Health of the Troops

Health of the Troops

The health of the troops in the first few months in Italy was maintained at a good standard. The incidence of sickness was low during November in spite of the change of climate, the only page 522 increase of note being in respiratory and functional nervous diseases. The daily admissions to hospital were 1·09 per 1000 for officers and 1·19 per 1000 for other ranks, as compared with 0·84 and 1·12 in October. The rate increased a little to 1·3 per 1000 in December and January.

Accidental injuries showed a marked increase in November and accounted for 434 admissions to medical units out of a total of 2000.

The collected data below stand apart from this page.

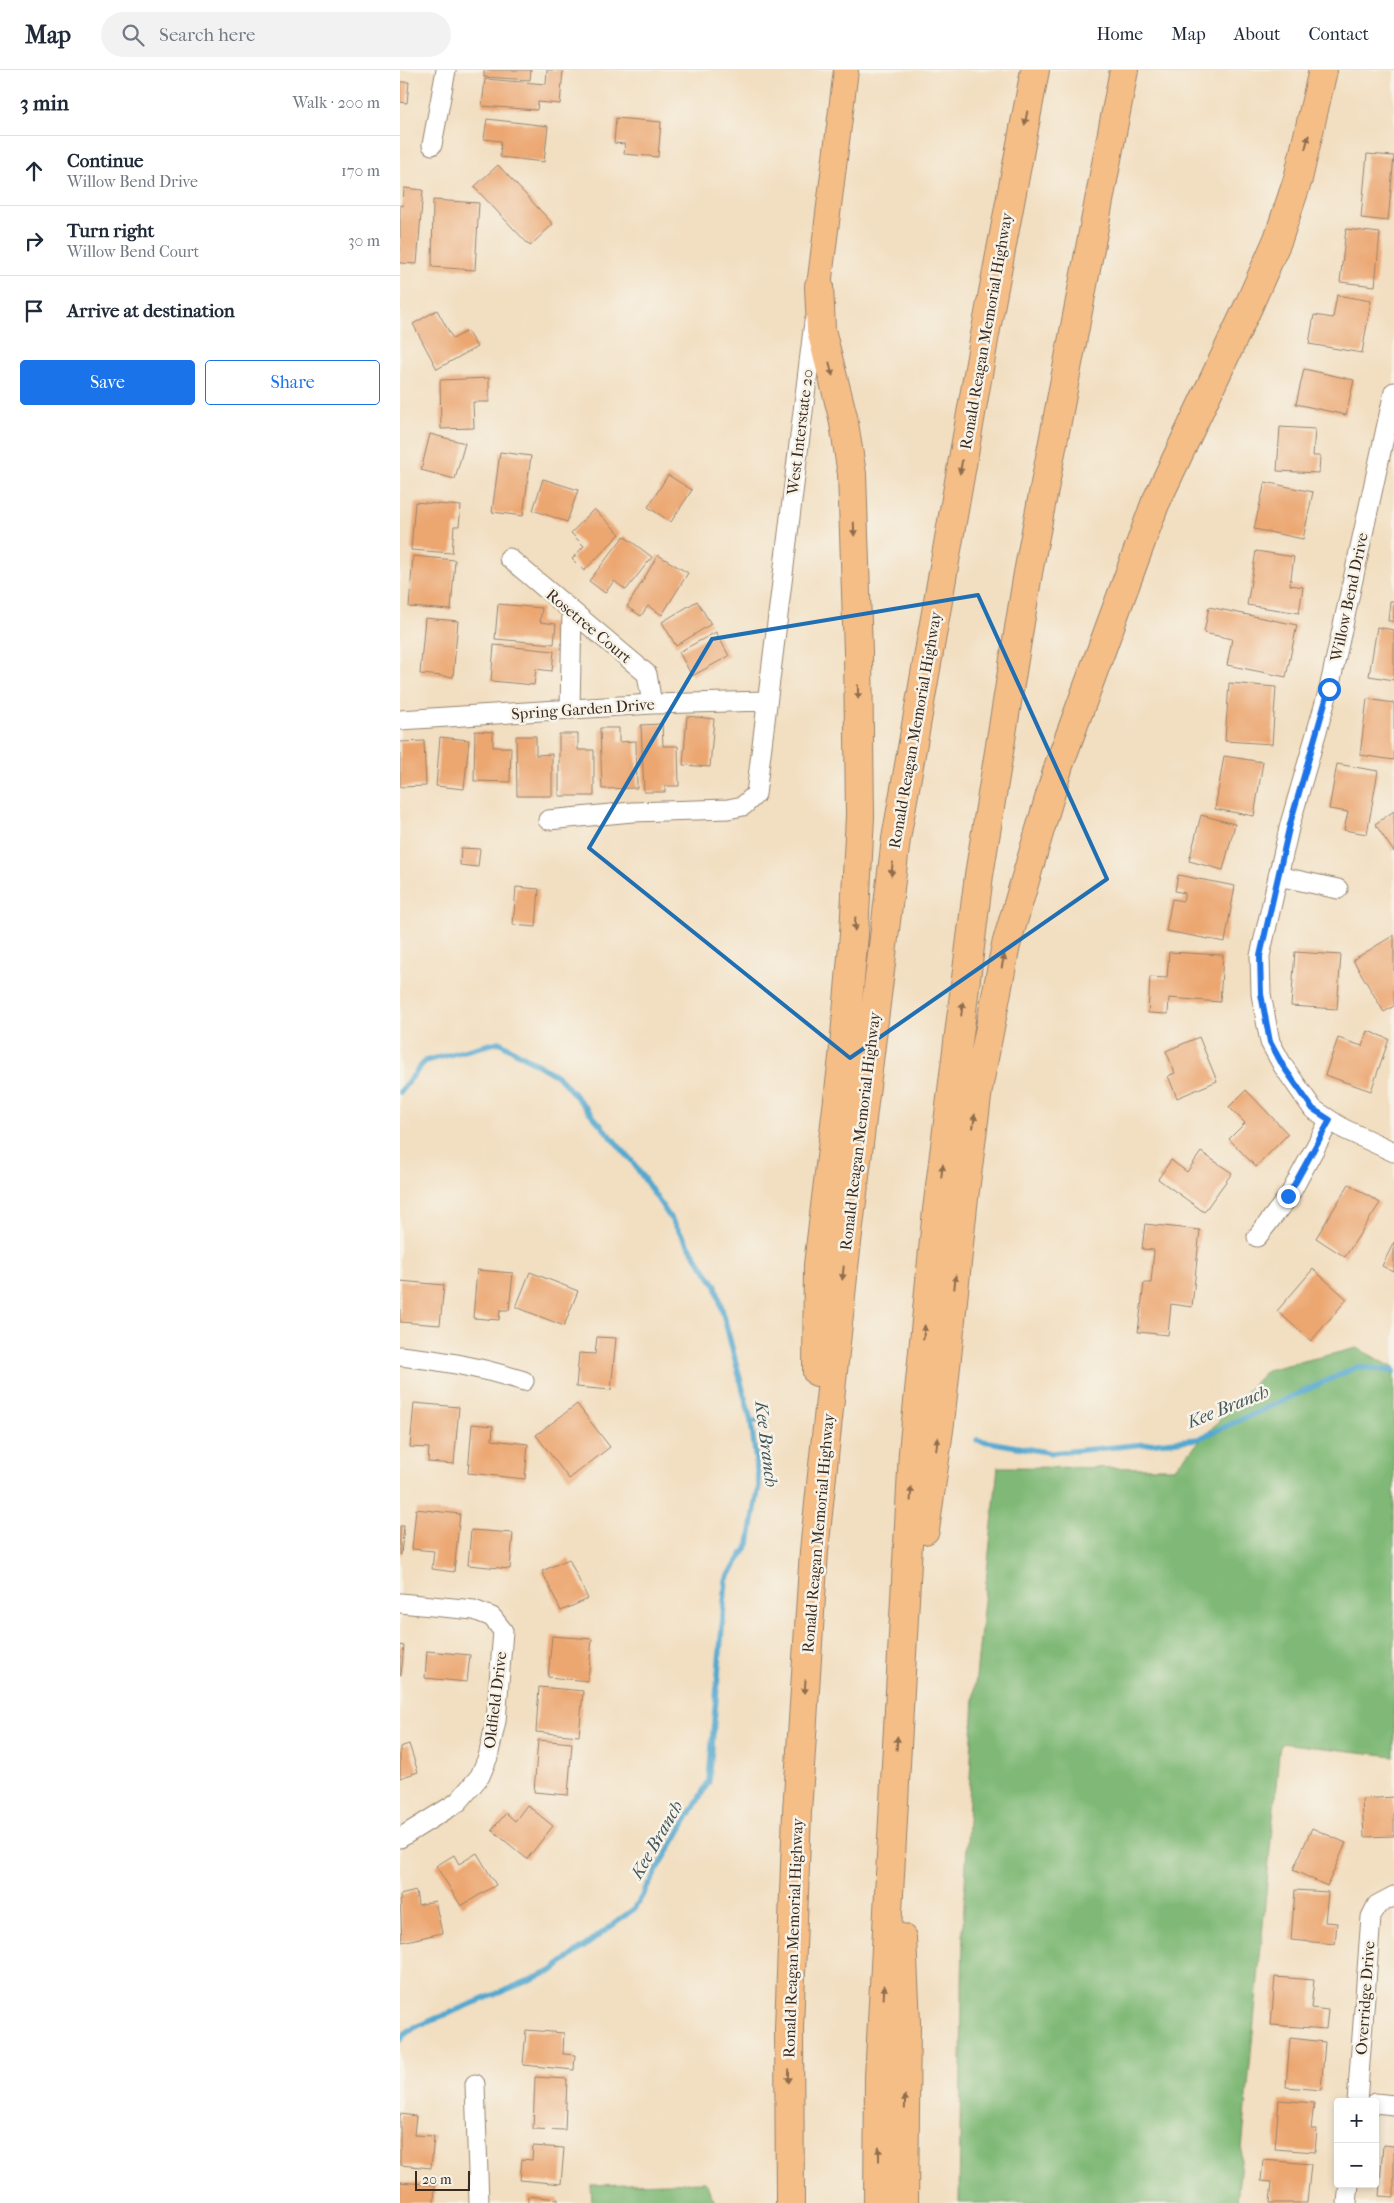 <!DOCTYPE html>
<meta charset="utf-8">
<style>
body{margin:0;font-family:"IM FELL French Canon",serif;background:#f2f2f3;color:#1f2937}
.controls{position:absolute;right:15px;bottom:15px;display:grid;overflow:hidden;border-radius:5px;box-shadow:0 2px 8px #0003}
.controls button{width:45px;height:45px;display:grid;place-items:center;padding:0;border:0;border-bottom:1px solid #e0e1e3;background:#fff;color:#1f2937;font:25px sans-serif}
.scale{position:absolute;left:15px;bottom:12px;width:55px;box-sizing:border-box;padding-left:5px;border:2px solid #3b2a1e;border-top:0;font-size:14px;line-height:18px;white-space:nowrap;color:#3b2a1e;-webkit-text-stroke:4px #f7f3e8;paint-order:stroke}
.stop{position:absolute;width:15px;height:15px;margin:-11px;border:4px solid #1a73e8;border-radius:50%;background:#fff}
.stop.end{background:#1a73e8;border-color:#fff;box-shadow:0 1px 5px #0008}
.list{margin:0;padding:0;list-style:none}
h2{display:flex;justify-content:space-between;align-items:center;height:65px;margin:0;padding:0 20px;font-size:21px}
h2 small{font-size:16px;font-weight:400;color:#747a83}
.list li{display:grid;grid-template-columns:32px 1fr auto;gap:15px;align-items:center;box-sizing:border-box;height:70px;padding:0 20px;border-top:1px solid #e0e1e3}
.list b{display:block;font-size:19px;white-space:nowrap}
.list p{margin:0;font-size:16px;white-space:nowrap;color:#747a83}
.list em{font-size:16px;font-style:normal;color:#747a83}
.actions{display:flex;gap:10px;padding:15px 20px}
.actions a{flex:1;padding:11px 0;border:1px solid #1a73e8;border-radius:5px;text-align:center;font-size:18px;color:#1a73e8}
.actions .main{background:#1a73e8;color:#fff}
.icon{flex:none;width:28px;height:28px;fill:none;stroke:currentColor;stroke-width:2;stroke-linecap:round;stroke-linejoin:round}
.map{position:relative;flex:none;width:994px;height:2133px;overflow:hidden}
header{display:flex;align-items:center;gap:30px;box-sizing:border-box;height:70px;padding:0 25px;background:#fff;border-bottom:1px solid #e0e1e3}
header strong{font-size:24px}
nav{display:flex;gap:28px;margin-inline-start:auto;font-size:18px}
.search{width:350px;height:45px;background:#f2f2f3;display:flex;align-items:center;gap:12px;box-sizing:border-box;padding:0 18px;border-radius:28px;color:#747a83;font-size:19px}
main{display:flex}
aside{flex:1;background:#fff}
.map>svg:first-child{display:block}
</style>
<header>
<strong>Map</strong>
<div class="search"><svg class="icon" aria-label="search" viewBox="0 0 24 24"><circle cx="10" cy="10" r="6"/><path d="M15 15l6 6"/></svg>Search here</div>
<nav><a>Home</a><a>Map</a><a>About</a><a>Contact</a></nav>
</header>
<main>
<aside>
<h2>3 min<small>Walk · 200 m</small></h2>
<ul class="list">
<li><svg class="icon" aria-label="ahead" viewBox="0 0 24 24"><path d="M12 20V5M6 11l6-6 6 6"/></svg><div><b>Continue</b><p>Willow Bend Drive</p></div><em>170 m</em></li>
<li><svg class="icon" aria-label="right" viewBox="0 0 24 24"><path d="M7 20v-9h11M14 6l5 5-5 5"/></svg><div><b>Turn right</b><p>Willow Bend Court</p></div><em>30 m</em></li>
<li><svg class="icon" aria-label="arrive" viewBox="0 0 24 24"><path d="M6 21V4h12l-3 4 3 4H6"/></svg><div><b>Arrive at destination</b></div></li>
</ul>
<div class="actions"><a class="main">Save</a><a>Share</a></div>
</aside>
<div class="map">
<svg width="994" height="2133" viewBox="0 0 994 2133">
<rect width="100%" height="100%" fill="#f7f3e8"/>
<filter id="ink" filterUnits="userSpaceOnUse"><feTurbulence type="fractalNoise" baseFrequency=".02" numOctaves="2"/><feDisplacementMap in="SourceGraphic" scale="10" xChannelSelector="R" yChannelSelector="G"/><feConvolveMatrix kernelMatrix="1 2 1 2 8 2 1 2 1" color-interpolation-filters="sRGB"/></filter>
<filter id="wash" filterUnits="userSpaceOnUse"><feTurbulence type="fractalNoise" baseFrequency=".0096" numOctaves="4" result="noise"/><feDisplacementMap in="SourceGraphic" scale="20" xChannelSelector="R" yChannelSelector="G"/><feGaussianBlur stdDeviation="1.12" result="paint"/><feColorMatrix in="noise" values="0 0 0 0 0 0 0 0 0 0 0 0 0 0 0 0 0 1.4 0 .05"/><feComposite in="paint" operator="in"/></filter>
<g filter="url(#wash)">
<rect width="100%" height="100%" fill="#f2dec0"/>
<path fill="#80b977" stroke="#5e724a" d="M957 1278 994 1298V1686L880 1673 837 2133H559L563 1857 574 1626 598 1397 774 1398 867 1300Z
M305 2112 316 2133H192L191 2115Z"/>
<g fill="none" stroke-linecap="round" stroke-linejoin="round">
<path stroke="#52a8cf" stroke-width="5.5" d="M0 1022 25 991 99 972 159 1007 232 1091 316 1216 351 1351 359 1415 349 1474 326 1510 309 1711 235 1838 152 1901 15 1957 0 1969
M351 1351H367
M577 1370 652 1383 798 1369 957 1297 994 1301"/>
</g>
<g id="blocks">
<path fill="#eca670" d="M84 0H131L130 10 84 7Z
M147 0H163L160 34 138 32 137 40 82 36 85 9 146 14Z
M0 12H9L7 33 0 32Z
M216 48 261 52 258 87 224 84 225 74 214 73Z
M87 49 148 56 144 92 100 87 101 71 84 69Z
M967 84 994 86 988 151 961 148Z
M98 95 153 154 130 176 74 117Z
M4 118 23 120 17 194 0 193V135L3 136Z
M33 130 79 133 75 200 32 197Z
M946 159 980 163 975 216 940 212Z
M937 225 971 231 962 283 909 274 914 245 933 248Z
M37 240 53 269 67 261 77 277 37 299 13 254Z
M904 299 954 310 946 345 896 334Z
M89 308V332H73L74 358 41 359 40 310Z
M880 357 915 359 913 386H920L919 403 877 401Z
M30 364 65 373 55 409 21 400Z
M100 382 131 386 123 446 92 442Z
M268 405 292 420 271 452 248 437Z
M143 409 178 420 167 452 133 440Z
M865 412 913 422 903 469 854 459Z
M15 432 61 436 59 456H54L52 483 11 480Z
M194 439 220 464 184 501 172 489 184 476 171 463Z
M224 466 252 487 226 520 214 511 205 523 189 511Z
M856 481 894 487 890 515 903 517 899 543 847 535Z
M258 485 288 503 262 545 248 536 241 546 227 537Z
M13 486 55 490 51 540 9 537Z
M297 531 311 554 276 576 262 552Z
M990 531H994V551H988Z
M98 534 142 538 140 552 156 554 154 574 95 569Z
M809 537 897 555 886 607 827 595 832 569 804 563Z
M25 548 58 551 53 607 20 604Z
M977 557 994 560V610L969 606Z
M316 562 329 586 292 606 279 582Z
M94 575 154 581 152 601 136 599 134 615 91 611Z
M829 613 876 617 872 674 825 671Z
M967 629 994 633V690L960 685Z
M287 646 314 649 310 697 283 695Z
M262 654 263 676H278L279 716H265V722H244L241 655Z
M200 658H219V672L236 671 237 718 202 719Z
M75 661 93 662V677H111L110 712 74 711Z
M159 664H178V680H194V726H159Z
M116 666H136V685L152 684V726H117Z
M40 667 69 670 64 719 36 716Z
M24 671 26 716 0 717V672Z
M824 686 863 692 854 746 815 739Z
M937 694 978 701 967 764 944 760 948 742 929 739Z
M994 741V782L975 754Z
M801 745 835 754 823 800 789 791Z
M61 778 80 779 78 797 60 795Z
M778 805 835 816 825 872 766 861 772 829 783 831 785 823 775 821Z
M116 817 139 819 136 857 113 855Z
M994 865V936L984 942 953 890Z
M769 882 823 885 820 932 769 928 768 944 748 943 750 907 767 908Z
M895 882 941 885 937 939 891 936Z
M968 961 989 969 971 1021 925 1005 938 968 962 976Z
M799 967 817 1011 777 1028 768 1006 775 1003 766 981Z
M846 1020 888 1064 856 1097 829 1069 845 1053 829 1037Z
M801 1082 832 1103 804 1142 758 1109 771 1090 787 1102Z
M949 1114 980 1133 945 1187 916 1168Z
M745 1154 800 1160 792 1237 771 1234 768 1265 738 1262 744 1213H751L754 1180 742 1179Z
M994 1172V1202L982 1196Z
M913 1199 947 1229 911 1271 877 1241Z
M77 1200 113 1203 109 1240H100L99 1250 73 1248Z
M130 1202 178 1221 164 1256 116 1237Z
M0 1211 44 1215 40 1255 0 1252Z
M197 1267 216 1268 211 1320 176 1317 179 1283 195 1284Z
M14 1333 59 1337 54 1394 28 1392 29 1378 10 1377Z
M177 1334 210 1377 169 1409 136 1365Z
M72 1354 93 1356 92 1370 128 1374 125 1409 68 1403Z
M16 1439 60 1444 54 1502 32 1499 34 1481 12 1479Z
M0 1456H4L1 1485H0Z
M71 1460 113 1463 110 1499 68 1495Z
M169 1489 188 1529 161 1541 142 1501Z
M152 1566 192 1569 188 1611 148 1607Z
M0 1575 4 1576 1 1605H0Z
M27 1581 70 1585 67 1612 25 1608Z
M139 1617 183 1621 179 1666 136 1662Z
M138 1670 172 1673 168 1725 134 1722Z
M9 1674 18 1702 0 1708V1677Z
M994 1727V1766L964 1767 962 1729Z
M127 1735 153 1756 127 1789 92 1760 106 1743 115 1751Z
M912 1758 946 1773 927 1816 893 1800Z
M77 1783 96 1815 61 1836 36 1796 54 1785 59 1794Z
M895 1820 928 1822 925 1852 937 1853 935 1874 891 1870Z
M16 1821 18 1835 35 1831 42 1863 2 1872 0 1825Z
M875 1907 914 1910 911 1938 928 1940 926 1959 871 1955Z
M126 1960 164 1963 163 1984 175 1985 174 2000 123 1995Z
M890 1968 925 1972 921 2020 886 2017Z
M135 2007 167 2009 165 2060 133 2059Z
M879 2030 914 2033 911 2059H917L915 2082 875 2079Z
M0 2044 16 2046 14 2065 34 2066 31 2098 0 2095Z
M983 2075 994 2076V2127L979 2126Z
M133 2076 164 2078 161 2114 120 2110 122 2089 132 2090Z
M863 2090 911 2094 907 2133H870L872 2112 861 2111Z
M0 2112 35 2115 34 2133H0Z
M128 2126 158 2129V2133H128Z"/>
</g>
</g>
<g filter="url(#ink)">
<use href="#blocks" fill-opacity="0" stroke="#96846f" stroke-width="1"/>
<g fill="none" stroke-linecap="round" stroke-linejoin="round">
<g stroke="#96846f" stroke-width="21">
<path id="minor" d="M32 75 46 0
M994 322 929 619 890 754 860 886 861 924 870 972 883 996 913 1039 944 1059 994 1082
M109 488 247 604 252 634
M170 639 172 541
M0 650 252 634 366 631
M148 750 232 742 328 739 343 736 356 724 414 252
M878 806 938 819
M857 1167 889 1126 930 1050
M0 1286C42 1290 83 1298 124 1311
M0 1533 74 1540 92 1547 103 1561 96 1651 88 1687 80 1706 58 1732 0 1768
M75 2014 79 2133
M957 2032 971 1847 977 1835 994 1826
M975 2033 994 2035
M947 2133 949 2114"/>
</g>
<g stroke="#96846f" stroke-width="26">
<path id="major" d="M419 216 446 0"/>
</g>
<g stroke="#96846f" stroke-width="30">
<path id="highway" d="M417 1302 418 1195 443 988 454 864 460 746 458 582 452 404 443 347 421 260 419 216
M525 1460 540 1353 563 1136 578 1019 606 875 659 695 755 434 849 235 878 169 898 109 923 0
M502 1868 506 1953 504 2133
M390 2133 389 1958 397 1742 414 1481 444 1197 496 769 584 270 635 0
M478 2133 479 2007 513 1382 537 1140 579 805 628 503 724 0"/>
</g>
<use href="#minor" stroke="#fff" stroke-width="19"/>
<use href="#major" stroke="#f6be87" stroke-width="24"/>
<use href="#highway" stroke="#f6be87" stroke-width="28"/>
</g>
<defs><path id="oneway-solid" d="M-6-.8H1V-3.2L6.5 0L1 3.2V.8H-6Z" transform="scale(1.25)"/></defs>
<g fill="#8f6d4d">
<use href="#oneway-solid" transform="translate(626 48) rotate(101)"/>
<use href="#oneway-solid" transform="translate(907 72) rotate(-76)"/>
<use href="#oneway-solid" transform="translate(431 299) rotate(76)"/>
<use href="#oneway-solid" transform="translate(561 397) rotate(100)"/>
<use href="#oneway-solid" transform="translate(454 459) rotate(88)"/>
<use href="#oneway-solid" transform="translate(458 622) rotate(89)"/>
<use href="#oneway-solid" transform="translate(492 799) rotate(97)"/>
<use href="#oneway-solid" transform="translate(455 854) rotate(93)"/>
<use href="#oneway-solid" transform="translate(603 891) rotate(-79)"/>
<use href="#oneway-solid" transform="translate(562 939) rotate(-83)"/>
<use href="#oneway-solid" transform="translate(574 1051) rotate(-82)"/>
<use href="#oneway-solid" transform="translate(542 1101) rotate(-83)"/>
<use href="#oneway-solid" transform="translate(443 1203) rotate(96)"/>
<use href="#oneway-solid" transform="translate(555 1212) rotate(-84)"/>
<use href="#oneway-solid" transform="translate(524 1262) rotate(-84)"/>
<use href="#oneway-solid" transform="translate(537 1374) rotate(-82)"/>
<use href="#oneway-solid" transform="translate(511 1424) rotate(-87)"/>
<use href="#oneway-solid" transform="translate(405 1617) rotate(94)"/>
<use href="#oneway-solid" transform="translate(497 1673) rotate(-87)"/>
<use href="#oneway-solid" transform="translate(484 1922) rotate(-87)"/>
<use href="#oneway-solid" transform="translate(389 2006) rotate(91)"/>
<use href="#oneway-solid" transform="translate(505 2032) rotate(-89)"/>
<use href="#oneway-solid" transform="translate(479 2084) rotate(-90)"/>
</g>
</g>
<g fill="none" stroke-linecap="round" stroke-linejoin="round" filter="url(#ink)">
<path stroke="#1a73e8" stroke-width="6" d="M888 1126 930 1050 913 1039 883 996 870 972 861 924 860 886 890 754 929 619"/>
</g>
<path fill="none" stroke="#1f6fb2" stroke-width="4" stroke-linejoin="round" d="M578 525 707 809 450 988 189 778 312 569Z"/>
<g text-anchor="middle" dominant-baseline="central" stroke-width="5" stroke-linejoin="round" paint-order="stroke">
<g font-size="16" fill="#3b2a1e" stroke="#f7f3e8">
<text transform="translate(586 261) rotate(-80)">Ronald Reagan Memorial Highway</text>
<text transform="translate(400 362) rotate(-83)">West Interstate 20</text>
<text transform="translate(949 527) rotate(-78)">Willow Bend Drive</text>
<text transform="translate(189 556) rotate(40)">Rosetree Court</text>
<text transform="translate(183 639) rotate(-4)">Spring Garden Drive</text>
<text transform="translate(515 660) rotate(-80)">Ronald Reagan Memorial Highway</text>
<text transform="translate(460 1061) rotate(-83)">Ronald Reagan Memorial Highway</text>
<text transform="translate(418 1463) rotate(-85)">Ronald Reagan Memorial Highway</text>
<text transform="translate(95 1630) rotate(-83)">Oldfield Drive</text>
<text transform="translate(393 1868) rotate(-88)">Ronald Reagan Memorial Highway</text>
<text transform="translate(965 1928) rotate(-86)">Overridge Drive</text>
</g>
<g font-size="18" font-style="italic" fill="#43565c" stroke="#f7f3e8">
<text transform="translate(828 1337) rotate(-22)">Kee Branch</text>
<text transform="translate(366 1374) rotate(83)">Kee Branch</text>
<text transform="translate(257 1770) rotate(-60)">Kee Branch</text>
</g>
</g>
</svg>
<div class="controls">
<button>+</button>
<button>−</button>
</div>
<div class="scale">20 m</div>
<div class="stop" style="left:929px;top:619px"></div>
<div class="stop end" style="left:888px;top:1126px"></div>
</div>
</main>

In December the prevalent conditions in Italy were skin diseases, upper respiratory infections, diarrhoea, and infective hepatitis, with a noticeable increase in hepatitis from sixty to ninety-eight cases. There was a widespread incidence of diarrhoea noted in the Division with an onset very akin to hepatitis, but with no development of jaundice. Relapses were common. Minor cases of sickness, including upper respiratory infections, tonsillitis, and gastro-enteritis, were retained in the MDS up to nine days for return to their units. All cases of hepatitis were evacuated to the Base.

In January the same diseases were encountered and there was no increased sickness in spite of the extreme cold and wet on the Sangro front. There was only a very slight increase in the number of hepatitis cases. Four cases of typhoid were recorded, two occurring in recent reinforcements who had not been re-inoculated in the Middle East.